So. Deathtrap, like Mousetrap, is a play where you need to hide the ending from any readers/potential audience member (assuming they haven’t seen the film) in order to ensure they have a good time – if there is a good time to be had.
What a tricky position to be in, to figure out how to criticize a play in which most of what you say has to circle around giving away any of the key plot points! Is there really any point in reviewing a show under this kind of constraint? How honest can I be? Does it take away the whole point of writing the review?
As it turns out, in this case I had a very good evening, so I’m willing to play along with Ira Levin’s little game and keep the secret(s). What does that let me say, though? First, make sure you get a seat at row G or further back – in fact, you may just want to go for one of the balcony seats altogether. Second … hmm … if I say Deathtrap is a murder/mystery/thriller, does that tell you enough? I mean, there’s going to be a murder, you know that, right? I mean, with a title like “Deathtrap,” that’s pretty obvious, isn’t it?
So: five characters in a late 70s setting. Simon Russell Beale (playing, er, a writer, but mostly he seemed to be Simon Russell Beale, not Sydney); his plucky, kooky, wife Myra (Claire Skinner, about 15 years too young for the role but somehow managing to look well over 45 anyway); a hunky young dude who seemed utterly insincere all the way through the play but made up for it by, um, being hunky (Jonathan Groff as Clifford, a younger writer); Helga the wacky Swedish psychic (the venerable Estelle Parsons, total scene stealer, she was); and straight man and Sydney’s lawyer, Porter (Terry Beaver).
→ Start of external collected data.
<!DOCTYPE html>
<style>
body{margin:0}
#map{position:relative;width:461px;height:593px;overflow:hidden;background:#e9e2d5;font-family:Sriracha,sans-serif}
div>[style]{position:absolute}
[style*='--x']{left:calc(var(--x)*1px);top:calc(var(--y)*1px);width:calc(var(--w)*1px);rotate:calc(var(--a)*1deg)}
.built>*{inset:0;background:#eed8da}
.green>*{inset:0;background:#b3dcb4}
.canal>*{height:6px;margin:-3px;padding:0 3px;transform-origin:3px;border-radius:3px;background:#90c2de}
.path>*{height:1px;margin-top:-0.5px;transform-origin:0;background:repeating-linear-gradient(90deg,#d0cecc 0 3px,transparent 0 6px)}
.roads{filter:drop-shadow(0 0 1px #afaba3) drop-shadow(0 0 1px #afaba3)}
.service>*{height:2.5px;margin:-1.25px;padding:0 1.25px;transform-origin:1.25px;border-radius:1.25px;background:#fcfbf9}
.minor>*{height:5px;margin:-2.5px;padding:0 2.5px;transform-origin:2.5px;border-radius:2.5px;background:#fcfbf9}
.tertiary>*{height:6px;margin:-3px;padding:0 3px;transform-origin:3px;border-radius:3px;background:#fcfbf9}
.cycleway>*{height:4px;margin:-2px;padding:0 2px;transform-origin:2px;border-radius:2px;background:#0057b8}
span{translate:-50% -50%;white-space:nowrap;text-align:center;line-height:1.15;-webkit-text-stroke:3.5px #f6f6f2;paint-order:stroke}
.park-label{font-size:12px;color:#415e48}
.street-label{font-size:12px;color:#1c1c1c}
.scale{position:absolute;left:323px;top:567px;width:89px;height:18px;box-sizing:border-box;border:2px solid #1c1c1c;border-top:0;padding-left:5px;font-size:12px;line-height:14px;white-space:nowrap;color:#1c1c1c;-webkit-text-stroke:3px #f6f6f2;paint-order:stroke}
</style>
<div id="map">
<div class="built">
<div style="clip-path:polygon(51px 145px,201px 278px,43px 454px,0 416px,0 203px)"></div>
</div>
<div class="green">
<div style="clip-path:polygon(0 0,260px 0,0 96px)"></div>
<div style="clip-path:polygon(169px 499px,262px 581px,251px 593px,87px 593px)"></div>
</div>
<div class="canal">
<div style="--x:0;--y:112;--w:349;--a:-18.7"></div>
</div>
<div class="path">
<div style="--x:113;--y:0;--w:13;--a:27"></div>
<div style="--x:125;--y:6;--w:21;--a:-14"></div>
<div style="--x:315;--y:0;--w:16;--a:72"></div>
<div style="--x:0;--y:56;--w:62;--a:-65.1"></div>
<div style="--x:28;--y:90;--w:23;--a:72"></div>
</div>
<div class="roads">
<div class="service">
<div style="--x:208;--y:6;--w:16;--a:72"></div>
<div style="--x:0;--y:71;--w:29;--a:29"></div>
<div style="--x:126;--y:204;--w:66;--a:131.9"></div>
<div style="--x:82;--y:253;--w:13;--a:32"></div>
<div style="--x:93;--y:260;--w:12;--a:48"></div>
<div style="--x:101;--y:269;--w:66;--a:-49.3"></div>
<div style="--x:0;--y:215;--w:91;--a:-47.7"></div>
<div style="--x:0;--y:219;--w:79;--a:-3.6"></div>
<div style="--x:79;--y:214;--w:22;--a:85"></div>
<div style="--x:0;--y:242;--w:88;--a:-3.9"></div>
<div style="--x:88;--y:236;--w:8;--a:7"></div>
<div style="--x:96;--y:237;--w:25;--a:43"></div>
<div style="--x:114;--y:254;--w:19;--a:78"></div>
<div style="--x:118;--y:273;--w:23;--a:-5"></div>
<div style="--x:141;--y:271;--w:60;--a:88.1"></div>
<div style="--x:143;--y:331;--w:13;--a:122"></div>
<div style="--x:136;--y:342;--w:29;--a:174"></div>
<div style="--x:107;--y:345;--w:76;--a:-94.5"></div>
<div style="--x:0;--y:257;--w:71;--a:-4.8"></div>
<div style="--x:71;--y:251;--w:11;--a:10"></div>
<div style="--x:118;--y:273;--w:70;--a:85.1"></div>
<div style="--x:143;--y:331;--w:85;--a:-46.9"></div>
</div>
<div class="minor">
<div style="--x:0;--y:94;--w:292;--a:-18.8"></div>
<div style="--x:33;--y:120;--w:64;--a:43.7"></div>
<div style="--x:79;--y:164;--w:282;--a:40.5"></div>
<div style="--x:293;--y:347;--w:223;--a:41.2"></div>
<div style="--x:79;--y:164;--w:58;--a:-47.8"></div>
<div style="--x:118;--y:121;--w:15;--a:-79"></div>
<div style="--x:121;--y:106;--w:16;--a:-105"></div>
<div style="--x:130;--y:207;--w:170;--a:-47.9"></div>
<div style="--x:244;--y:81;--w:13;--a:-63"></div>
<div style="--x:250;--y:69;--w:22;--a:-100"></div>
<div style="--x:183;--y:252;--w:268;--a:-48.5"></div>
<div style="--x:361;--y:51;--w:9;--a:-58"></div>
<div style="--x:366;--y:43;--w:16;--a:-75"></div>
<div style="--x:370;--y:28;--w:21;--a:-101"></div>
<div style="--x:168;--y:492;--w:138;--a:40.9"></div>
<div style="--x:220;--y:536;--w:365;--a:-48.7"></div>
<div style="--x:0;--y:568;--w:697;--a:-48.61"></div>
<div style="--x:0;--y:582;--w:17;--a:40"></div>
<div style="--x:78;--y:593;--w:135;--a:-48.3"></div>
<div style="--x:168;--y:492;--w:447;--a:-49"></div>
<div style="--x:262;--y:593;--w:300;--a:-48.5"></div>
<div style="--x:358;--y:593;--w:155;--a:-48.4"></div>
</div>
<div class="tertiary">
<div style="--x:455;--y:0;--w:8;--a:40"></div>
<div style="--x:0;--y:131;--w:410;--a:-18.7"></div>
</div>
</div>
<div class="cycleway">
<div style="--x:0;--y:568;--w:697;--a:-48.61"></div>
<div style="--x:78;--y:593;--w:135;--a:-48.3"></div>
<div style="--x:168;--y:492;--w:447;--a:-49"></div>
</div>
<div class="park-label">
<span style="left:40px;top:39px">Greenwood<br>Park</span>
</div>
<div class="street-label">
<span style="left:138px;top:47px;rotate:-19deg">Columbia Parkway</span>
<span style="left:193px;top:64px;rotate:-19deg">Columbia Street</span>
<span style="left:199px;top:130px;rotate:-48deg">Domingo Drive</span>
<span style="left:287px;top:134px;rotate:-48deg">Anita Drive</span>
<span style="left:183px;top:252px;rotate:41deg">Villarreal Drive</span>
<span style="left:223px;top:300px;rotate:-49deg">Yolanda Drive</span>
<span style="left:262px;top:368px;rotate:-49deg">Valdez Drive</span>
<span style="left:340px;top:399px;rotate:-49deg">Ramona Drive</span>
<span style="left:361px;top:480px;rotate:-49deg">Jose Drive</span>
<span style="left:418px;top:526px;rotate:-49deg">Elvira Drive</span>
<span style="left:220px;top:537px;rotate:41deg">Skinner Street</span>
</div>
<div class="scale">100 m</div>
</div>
For many people, the cast list alone would be enough, but I’m a burnout and I still demand a good show no matter what name player is on stage. And by golly Deathtrap delivers the goods. It is scary, it is funny, and it is so self aware of the fact it’s a play that it makes it even easier to suspend your disbelief and really get behind the totally outrageous action (and plot). I really did not expect almost anything that happened in the show, as it was so cleverly written that it outsmarted the audience by predicting its own reveals (as much of the play is about writing a play) and then going down a completely different path. Still, it’s not so frightening that I couldn’t handle it (I’m a bit of a pansy); the artifice of it all puts enough separation between you as audience and the action on stage that you don’t have to be grossed out, you can just have a good laugh. Except for … well, Simon Russell Beale making out with someone from 10 feet away, he’s really just a bit old for that kind of passionate display, but this will probably be some people’s favorite part of the show.
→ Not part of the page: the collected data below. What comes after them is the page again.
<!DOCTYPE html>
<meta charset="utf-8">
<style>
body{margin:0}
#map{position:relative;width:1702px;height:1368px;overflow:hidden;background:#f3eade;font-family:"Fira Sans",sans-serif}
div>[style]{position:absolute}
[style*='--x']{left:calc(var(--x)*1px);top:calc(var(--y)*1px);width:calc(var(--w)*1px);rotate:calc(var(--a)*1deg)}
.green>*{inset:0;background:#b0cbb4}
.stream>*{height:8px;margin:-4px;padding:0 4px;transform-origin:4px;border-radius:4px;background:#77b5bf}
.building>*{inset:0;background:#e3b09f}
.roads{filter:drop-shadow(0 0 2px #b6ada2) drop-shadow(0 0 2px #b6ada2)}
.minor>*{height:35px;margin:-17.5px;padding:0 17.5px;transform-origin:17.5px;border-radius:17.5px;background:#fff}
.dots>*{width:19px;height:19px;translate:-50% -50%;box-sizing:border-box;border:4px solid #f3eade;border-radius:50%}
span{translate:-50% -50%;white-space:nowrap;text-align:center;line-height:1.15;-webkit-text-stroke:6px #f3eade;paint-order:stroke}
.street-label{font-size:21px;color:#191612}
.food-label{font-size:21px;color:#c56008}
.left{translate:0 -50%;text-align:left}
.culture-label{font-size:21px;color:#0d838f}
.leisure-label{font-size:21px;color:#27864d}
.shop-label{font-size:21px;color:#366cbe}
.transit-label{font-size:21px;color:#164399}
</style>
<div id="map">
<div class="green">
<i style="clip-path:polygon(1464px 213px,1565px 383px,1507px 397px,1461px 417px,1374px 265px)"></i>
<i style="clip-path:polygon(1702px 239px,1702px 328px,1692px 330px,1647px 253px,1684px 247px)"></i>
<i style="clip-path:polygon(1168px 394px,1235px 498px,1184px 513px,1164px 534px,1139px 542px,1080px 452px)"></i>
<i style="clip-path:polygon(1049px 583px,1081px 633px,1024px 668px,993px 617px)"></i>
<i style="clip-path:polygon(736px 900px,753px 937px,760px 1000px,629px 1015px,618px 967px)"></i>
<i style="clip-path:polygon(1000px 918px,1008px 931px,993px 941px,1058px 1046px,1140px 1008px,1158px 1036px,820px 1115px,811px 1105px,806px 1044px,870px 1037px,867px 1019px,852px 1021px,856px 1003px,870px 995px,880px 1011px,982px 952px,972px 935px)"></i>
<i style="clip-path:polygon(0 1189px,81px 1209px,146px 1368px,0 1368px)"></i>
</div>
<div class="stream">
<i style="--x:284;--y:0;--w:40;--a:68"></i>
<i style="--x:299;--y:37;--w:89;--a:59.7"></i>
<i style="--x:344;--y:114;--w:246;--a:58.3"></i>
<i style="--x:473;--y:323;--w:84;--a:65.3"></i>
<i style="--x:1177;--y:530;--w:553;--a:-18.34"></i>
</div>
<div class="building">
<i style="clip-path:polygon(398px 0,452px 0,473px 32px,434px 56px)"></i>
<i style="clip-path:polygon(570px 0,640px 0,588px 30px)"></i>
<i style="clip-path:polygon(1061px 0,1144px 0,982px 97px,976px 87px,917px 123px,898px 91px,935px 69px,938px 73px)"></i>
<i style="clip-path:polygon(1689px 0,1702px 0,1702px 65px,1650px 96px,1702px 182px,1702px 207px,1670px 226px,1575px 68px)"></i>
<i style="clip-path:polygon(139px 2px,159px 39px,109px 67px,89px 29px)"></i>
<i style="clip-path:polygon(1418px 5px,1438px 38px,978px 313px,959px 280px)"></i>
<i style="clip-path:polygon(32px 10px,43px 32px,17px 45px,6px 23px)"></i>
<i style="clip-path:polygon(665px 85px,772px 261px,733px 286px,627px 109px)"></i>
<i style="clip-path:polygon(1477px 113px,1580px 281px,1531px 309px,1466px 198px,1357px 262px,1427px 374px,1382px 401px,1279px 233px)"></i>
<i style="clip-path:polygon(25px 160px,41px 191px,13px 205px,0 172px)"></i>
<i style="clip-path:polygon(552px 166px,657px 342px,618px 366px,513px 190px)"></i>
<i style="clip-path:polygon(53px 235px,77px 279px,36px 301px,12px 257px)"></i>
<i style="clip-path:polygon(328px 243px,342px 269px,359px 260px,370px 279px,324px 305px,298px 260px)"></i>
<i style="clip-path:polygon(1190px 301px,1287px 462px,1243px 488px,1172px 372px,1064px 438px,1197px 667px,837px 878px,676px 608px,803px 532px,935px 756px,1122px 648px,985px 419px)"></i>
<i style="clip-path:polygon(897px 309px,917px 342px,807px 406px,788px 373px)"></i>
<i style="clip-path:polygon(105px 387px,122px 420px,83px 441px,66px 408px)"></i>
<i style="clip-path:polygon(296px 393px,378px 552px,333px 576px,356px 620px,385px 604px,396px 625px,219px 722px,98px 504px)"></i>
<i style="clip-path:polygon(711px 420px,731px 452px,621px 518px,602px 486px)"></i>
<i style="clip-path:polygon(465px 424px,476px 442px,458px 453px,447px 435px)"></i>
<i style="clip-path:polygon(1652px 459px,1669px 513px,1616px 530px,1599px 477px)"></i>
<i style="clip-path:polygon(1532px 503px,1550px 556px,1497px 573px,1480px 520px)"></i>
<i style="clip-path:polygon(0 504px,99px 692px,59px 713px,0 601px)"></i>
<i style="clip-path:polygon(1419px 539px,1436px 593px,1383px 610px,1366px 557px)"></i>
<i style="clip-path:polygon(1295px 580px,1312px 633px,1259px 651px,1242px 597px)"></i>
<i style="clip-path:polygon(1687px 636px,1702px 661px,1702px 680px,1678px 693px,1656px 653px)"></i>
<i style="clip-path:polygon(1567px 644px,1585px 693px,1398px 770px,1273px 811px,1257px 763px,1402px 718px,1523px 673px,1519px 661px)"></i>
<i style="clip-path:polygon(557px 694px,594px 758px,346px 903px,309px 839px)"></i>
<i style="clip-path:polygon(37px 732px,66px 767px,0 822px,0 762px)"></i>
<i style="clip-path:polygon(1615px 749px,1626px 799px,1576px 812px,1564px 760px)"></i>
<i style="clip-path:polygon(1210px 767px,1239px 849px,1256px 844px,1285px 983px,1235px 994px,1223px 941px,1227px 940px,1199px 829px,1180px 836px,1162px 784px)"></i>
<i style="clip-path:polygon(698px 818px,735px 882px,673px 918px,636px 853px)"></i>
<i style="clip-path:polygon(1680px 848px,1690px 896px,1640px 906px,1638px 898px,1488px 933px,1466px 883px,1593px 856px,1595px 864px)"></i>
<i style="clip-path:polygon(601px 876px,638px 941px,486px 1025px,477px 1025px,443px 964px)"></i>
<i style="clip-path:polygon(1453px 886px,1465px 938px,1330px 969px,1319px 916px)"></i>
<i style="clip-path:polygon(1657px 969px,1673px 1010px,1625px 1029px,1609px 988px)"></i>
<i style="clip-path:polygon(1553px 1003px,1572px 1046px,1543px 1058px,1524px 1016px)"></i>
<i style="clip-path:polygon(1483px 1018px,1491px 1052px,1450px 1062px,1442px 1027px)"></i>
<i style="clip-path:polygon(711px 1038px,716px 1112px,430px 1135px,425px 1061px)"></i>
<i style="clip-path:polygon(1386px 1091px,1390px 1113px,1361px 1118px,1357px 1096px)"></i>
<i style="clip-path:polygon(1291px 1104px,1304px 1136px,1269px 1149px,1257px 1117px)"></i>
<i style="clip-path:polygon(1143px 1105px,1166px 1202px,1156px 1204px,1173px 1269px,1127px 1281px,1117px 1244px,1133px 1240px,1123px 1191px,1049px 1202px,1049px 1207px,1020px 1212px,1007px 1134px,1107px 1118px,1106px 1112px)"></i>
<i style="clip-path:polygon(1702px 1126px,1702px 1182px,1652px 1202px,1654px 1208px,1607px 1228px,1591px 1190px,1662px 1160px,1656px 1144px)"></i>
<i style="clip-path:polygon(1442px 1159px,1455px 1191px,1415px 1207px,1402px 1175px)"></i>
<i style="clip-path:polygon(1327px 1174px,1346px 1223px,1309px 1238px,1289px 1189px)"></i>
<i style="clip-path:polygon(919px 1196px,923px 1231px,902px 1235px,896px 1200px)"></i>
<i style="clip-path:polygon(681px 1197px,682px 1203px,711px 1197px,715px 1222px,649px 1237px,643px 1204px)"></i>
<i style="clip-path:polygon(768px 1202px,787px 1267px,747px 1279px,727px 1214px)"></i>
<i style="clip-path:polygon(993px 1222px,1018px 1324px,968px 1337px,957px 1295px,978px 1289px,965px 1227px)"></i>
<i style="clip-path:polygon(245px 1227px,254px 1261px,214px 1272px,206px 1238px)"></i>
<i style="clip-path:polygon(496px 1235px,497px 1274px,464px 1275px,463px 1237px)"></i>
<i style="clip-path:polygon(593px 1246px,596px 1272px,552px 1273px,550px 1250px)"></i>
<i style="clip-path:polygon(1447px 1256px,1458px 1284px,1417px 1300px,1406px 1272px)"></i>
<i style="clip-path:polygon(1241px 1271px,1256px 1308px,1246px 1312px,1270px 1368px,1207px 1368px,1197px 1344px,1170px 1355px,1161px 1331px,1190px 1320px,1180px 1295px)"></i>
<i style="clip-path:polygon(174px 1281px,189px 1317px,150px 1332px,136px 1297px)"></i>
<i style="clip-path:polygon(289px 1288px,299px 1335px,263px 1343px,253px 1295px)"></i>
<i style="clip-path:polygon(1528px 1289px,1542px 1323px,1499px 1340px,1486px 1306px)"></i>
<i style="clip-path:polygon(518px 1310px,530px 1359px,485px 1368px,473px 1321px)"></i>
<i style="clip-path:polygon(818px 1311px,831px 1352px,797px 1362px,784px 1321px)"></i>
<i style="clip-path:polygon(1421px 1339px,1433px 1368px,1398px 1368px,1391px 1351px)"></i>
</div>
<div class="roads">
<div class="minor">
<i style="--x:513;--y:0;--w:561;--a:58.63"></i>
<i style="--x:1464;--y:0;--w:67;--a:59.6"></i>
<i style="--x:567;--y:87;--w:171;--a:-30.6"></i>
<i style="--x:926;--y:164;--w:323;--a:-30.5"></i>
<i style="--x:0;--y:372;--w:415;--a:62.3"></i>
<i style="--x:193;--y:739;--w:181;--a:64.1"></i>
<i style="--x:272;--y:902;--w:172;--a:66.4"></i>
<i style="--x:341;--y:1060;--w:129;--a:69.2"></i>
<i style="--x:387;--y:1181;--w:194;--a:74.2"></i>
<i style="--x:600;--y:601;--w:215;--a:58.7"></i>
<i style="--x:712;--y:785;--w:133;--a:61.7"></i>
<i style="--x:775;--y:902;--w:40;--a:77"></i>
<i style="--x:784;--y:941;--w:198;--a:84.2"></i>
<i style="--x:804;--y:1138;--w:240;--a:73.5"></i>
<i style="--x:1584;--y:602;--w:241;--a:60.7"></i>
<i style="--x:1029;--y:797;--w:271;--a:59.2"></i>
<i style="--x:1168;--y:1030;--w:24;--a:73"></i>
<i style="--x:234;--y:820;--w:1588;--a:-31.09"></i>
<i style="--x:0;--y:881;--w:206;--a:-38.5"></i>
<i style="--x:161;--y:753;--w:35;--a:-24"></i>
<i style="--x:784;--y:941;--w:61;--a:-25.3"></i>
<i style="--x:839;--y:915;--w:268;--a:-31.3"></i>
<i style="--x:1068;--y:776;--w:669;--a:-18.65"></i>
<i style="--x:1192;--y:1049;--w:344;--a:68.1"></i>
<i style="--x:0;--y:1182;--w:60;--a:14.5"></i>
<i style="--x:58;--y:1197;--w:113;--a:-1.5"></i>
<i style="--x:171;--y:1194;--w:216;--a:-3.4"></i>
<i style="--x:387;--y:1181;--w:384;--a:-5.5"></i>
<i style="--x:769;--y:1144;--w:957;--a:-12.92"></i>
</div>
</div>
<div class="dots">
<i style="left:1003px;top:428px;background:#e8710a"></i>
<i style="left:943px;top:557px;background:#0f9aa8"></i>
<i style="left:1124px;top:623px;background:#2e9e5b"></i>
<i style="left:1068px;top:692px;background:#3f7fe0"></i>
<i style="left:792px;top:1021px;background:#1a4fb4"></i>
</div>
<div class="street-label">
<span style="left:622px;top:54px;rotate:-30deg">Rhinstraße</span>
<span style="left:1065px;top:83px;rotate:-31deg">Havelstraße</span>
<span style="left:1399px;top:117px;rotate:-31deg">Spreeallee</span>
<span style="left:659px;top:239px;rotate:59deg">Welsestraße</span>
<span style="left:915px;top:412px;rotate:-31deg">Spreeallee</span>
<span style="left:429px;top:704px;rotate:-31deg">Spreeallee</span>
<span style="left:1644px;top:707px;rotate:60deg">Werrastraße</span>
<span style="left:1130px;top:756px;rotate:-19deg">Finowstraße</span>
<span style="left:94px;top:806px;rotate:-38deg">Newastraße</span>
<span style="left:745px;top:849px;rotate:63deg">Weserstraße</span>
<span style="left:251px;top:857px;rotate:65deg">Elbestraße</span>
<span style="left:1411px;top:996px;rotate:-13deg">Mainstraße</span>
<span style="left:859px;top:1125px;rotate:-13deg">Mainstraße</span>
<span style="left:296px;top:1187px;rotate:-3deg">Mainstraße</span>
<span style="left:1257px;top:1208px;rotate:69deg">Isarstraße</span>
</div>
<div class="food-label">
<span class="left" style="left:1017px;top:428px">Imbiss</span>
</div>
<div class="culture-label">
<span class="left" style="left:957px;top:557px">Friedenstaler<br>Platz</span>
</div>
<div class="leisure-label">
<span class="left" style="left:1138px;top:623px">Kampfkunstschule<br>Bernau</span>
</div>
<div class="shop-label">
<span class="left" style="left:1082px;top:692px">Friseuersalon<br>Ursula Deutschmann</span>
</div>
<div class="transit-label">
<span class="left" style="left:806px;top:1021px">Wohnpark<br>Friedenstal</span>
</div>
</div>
Anyway, this is an utterly professional, well polished production of the sort I think London does very well, and I expect audiences will be packing the house of the Noel Coward for the length of the run. Though it’s a show made to appeal to audiences rather than push them into new places, how can I fault it for doing what it says on the tin? You will have a good time, and you can thank me for keeping the secrets under my sombrero. I may be a critic (of sorts) but I do want YOU to have a good time, too.
(This review is for a performance that took place on Monday, August 23rd, 2010. For another point of view, see the West End Whingers, whom I don’t think engage in spoilery activity despite warning of same. Deathtrap runs through January 22nd, 2011. I’d say it would be a real palate cleanser during panto season; you may want to wait until then to see it if you don’t manage to sneak in a cheap visit during previews, which end September 16th. And for God’s sake if you’ve come a-visiting, please go see this and not that stale old Mousetrap; so much better to run out of the theater laughing and with your heart pounding because you’ve just had so much fun and not because of an angry sense of just having wasted your evening.)